▽

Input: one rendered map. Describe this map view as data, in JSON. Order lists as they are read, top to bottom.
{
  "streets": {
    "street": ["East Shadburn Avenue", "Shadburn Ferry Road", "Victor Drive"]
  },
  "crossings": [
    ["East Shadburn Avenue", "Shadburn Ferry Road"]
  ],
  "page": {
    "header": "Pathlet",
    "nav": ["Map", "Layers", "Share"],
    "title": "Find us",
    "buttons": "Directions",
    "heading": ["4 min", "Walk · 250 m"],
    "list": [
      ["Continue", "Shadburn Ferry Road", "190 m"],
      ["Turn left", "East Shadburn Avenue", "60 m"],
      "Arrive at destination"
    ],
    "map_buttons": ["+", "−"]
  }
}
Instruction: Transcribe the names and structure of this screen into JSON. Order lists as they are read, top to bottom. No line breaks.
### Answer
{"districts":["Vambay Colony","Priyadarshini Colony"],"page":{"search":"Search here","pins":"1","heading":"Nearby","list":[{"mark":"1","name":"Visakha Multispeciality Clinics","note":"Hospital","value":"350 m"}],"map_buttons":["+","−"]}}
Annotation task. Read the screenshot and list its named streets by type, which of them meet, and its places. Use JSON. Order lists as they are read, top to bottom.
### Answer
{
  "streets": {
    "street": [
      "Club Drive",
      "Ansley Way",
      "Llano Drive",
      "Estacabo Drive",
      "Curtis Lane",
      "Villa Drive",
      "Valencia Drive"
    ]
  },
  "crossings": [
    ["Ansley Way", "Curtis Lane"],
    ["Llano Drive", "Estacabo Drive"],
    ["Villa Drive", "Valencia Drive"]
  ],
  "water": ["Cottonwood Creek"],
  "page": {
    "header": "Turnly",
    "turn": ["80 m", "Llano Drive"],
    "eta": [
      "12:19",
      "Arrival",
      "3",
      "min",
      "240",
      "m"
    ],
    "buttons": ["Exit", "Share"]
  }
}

△

» What needs to be done: In the data above, find the line with "Instruction: Transcribe the" and the line with "Annotation task. Read". Retype both, plus every line between them, exactly.

» Completed task:
Instruction: Transcribe the names and structure of this screen into JSON. Order lists as they are read, top to bottom. No line breaks.
### Answer
{"districts":["Vambay Colony","Priyadarshini Colony"],"page":{"search":"Search here","pins":"1","heading":"Nearby","list":[{"mark":"1","name":"Visakha Multispeciality Clinics","note":"Hospital","value":"350 m"}],"map_buttons":["+","−"]}}
Annotation task. Read the screenshot and list its named streets by type, which of them meet, and its places. Use JSON. Order lists as they are read, top to bottom.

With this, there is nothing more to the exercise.